§ **Task statement**
Reprint all records below exactly. No images.

[Excerpts from a dataset]
***

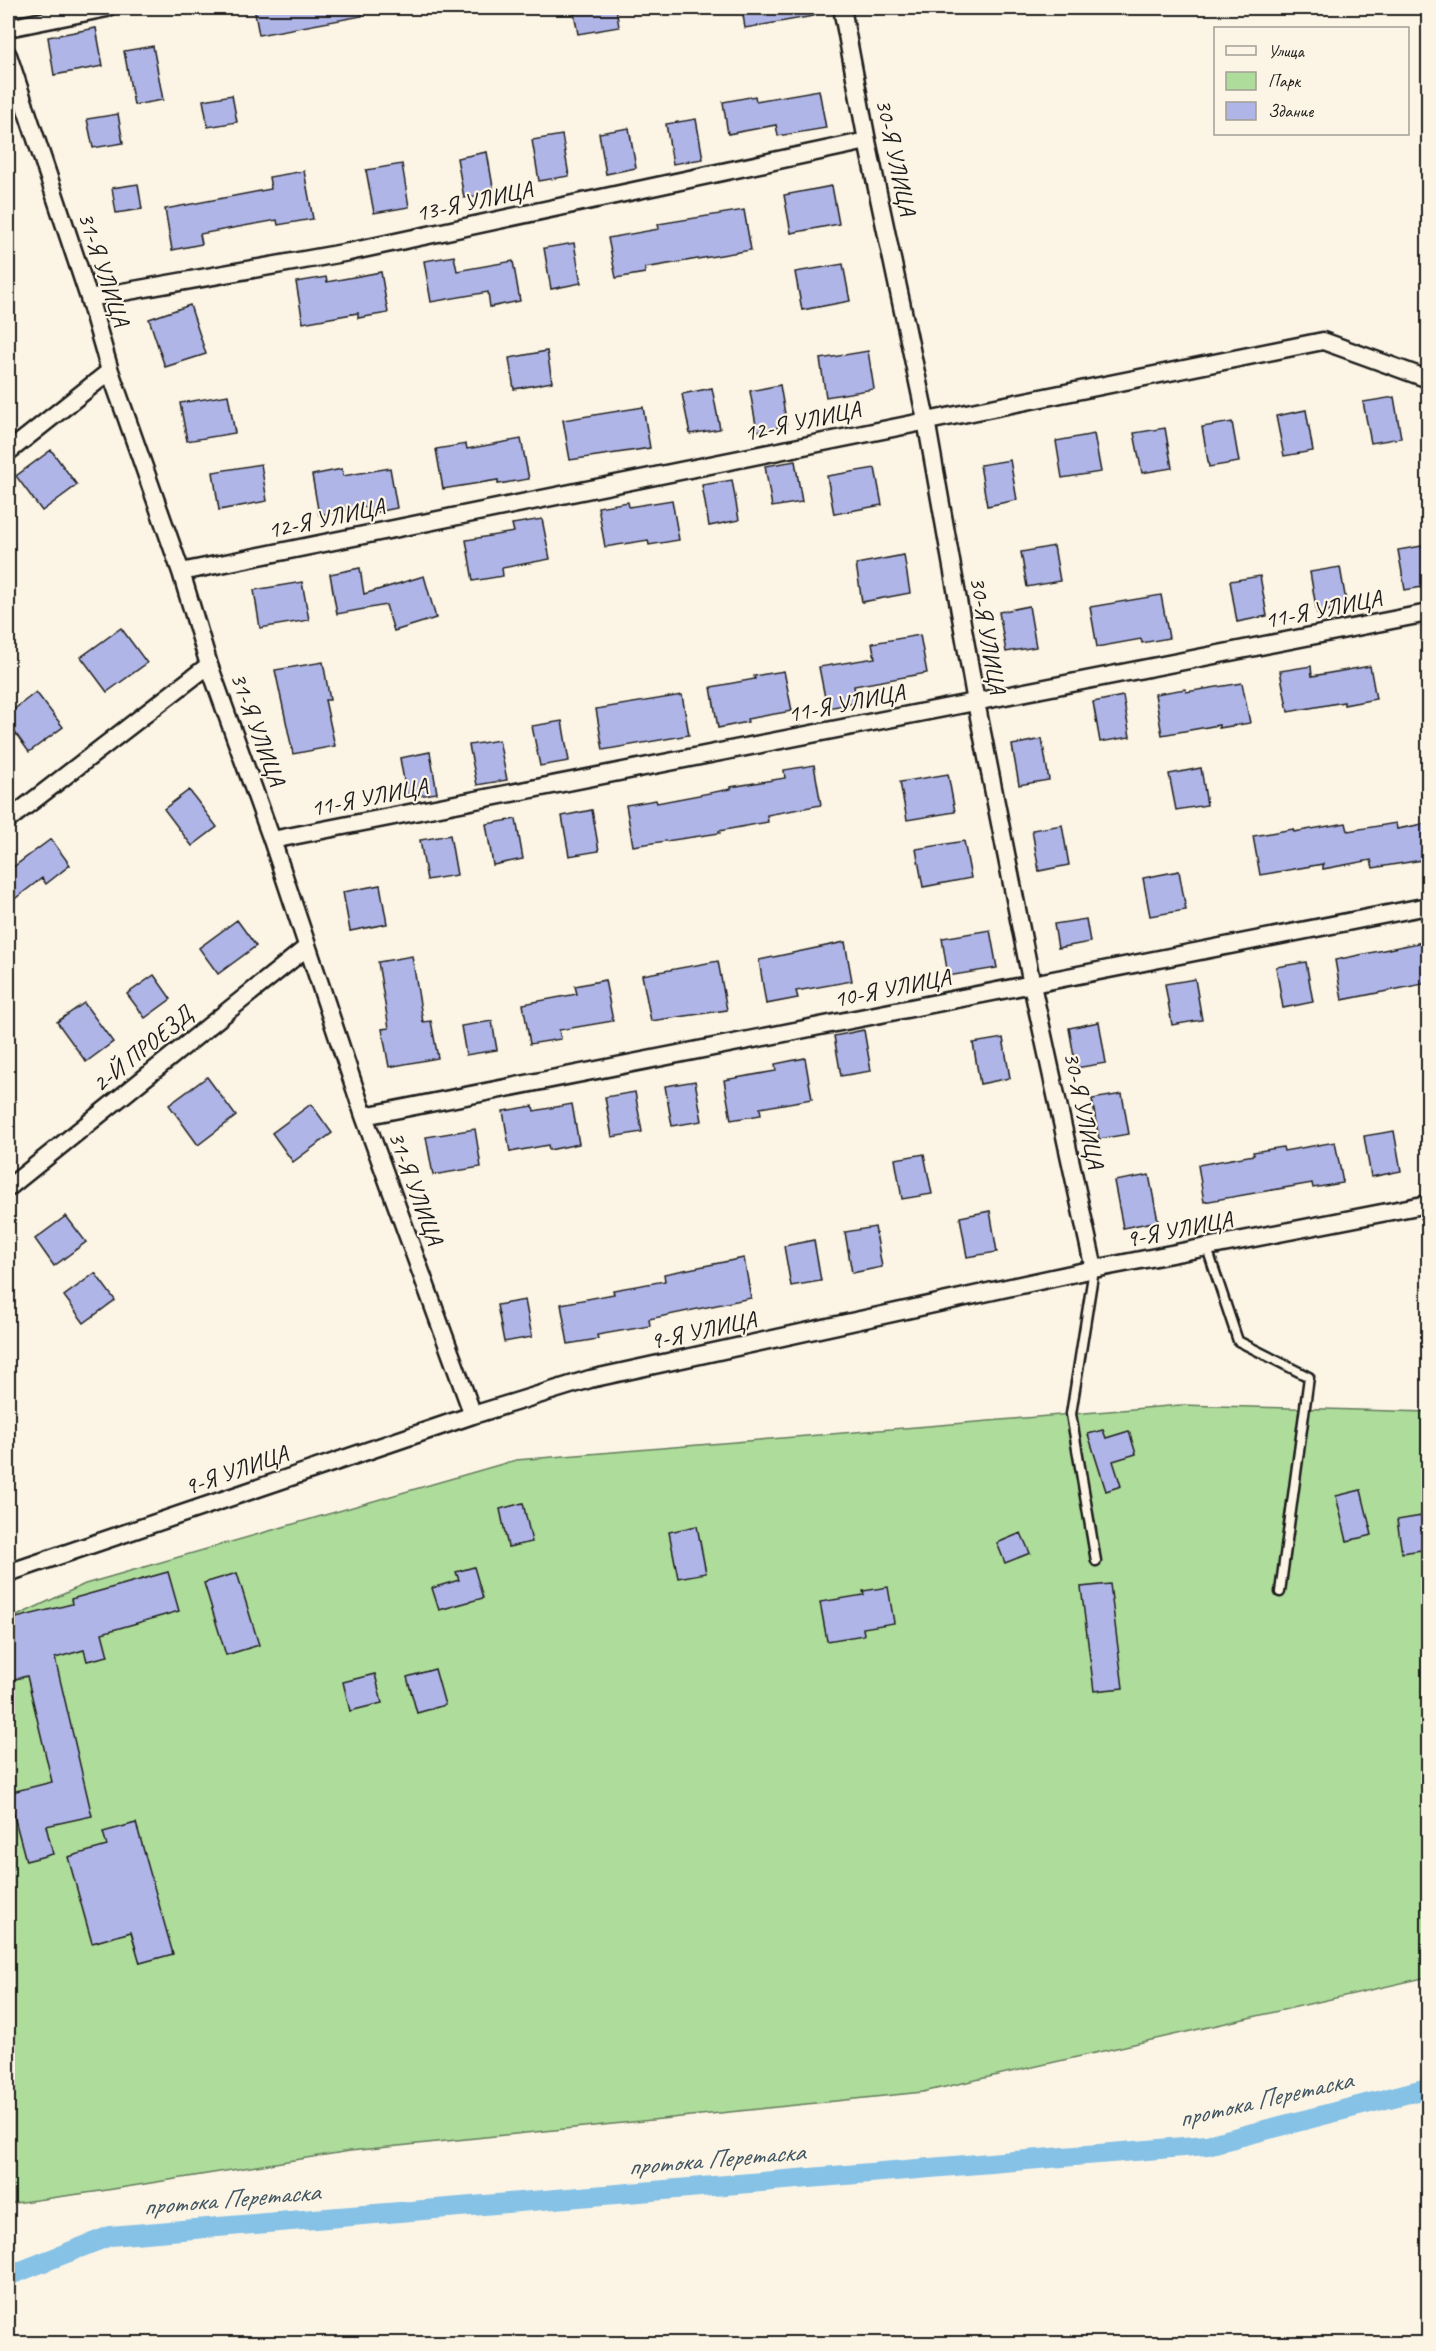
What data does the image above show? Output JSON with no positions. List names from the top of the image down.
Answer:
{
  "streets": {
    "street": [
      "30-Я УЛИЦА",
      "13-Я УЛИЦА",
      "31-Я УЛИЦА",
      "12-Я УЛИЦА",
      "11-Я УЛИЦА",
      "10-Я УЛИЦА",
      "2-Й ПРОЕЗД",
      "9-Я УЛИЦА"
    ]
  },
  "crossings": [
    ["30-Я УЛИЦА", "13-Я УЛИЦА"],
    ["30-Я УЛИЦА", "12-Я УЛИЦА"],
    ["30-Я УЛИЦА", "11-Я УЛИЦА"],
    ["30-Я УЛИЦА", "10-Я УЛИЦА"],
    ["30-Я УЛИЦА", "9-Я УЛИЦА"],
    ["13-Я УЛИЦА", "31-Я УЛИЦА"],
    ["31-Я УЛИЦА", "12-Я УЛИЦА"],
    ["31-Я УЛИЦА", "11-Я УЛИЦА"],
    ["31-Я УЛИЦА", "10-Я УЛИЦА"],
    ["31-Я УЛИЦА", "2-Й ПРОЕЗД"],
    ["31-Я УЛИЦА", "9-Я УЛИЦА"]
  ],
  "water": ["протока Перетаска"],
  "legend": ["Улица", "Парк", "Здание"]
}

***

§ **The answer**
What data does the image above show? Output JSON with no positions. List names from the top of the image down.
Answer:
{
  "streets": {
    "street": [
      "30-Я УЛИЦА",
      "13-Я УЛИЦА",
      "31-Я УЛИЦА",
      "12-Я УЛИЦА",
      "11-Я УЛИЦА",
      "10-Я УЛИЦА",
      "2-Й ПРОЕЗД",
      "9-Я УЛИЦА"
    ]
  },
  "crossings": [
    ["30-Я УЛИЦА", "13-Я УЛИЦА"],
    ["30-Я УЛИЦА", "12-Я УЛИЦА"],
    ["30-Я УЛИЦА", "11-Я УЛИЦА"],
    ["30-Я УЛИЦА", "10-Я УЛИЦА"],
    ["30-Я УЛИЦА", "9-Я УЛИЦА"],
    ["13-Я УЛИЦА", "31-Я УЛИЦА"],
    ["31-Я УЛИЦА", "12-Я УЛИЦА"],
    ["31-Я УЛИЦА", "11-Я УЛИЦА"],
    ["31-Я УЛИЦА", "10-Я УЛИЦА"],
    ["31-Я УЛИЦА", "2-Й ПРОЕЗД"],
    ["31-Я УЛИЦА", "9-Я УЛИЦА"]
  ],
  "water": ["протока Перетаска"],
  "legend": ["Улица", "Парк", "Здание"]
}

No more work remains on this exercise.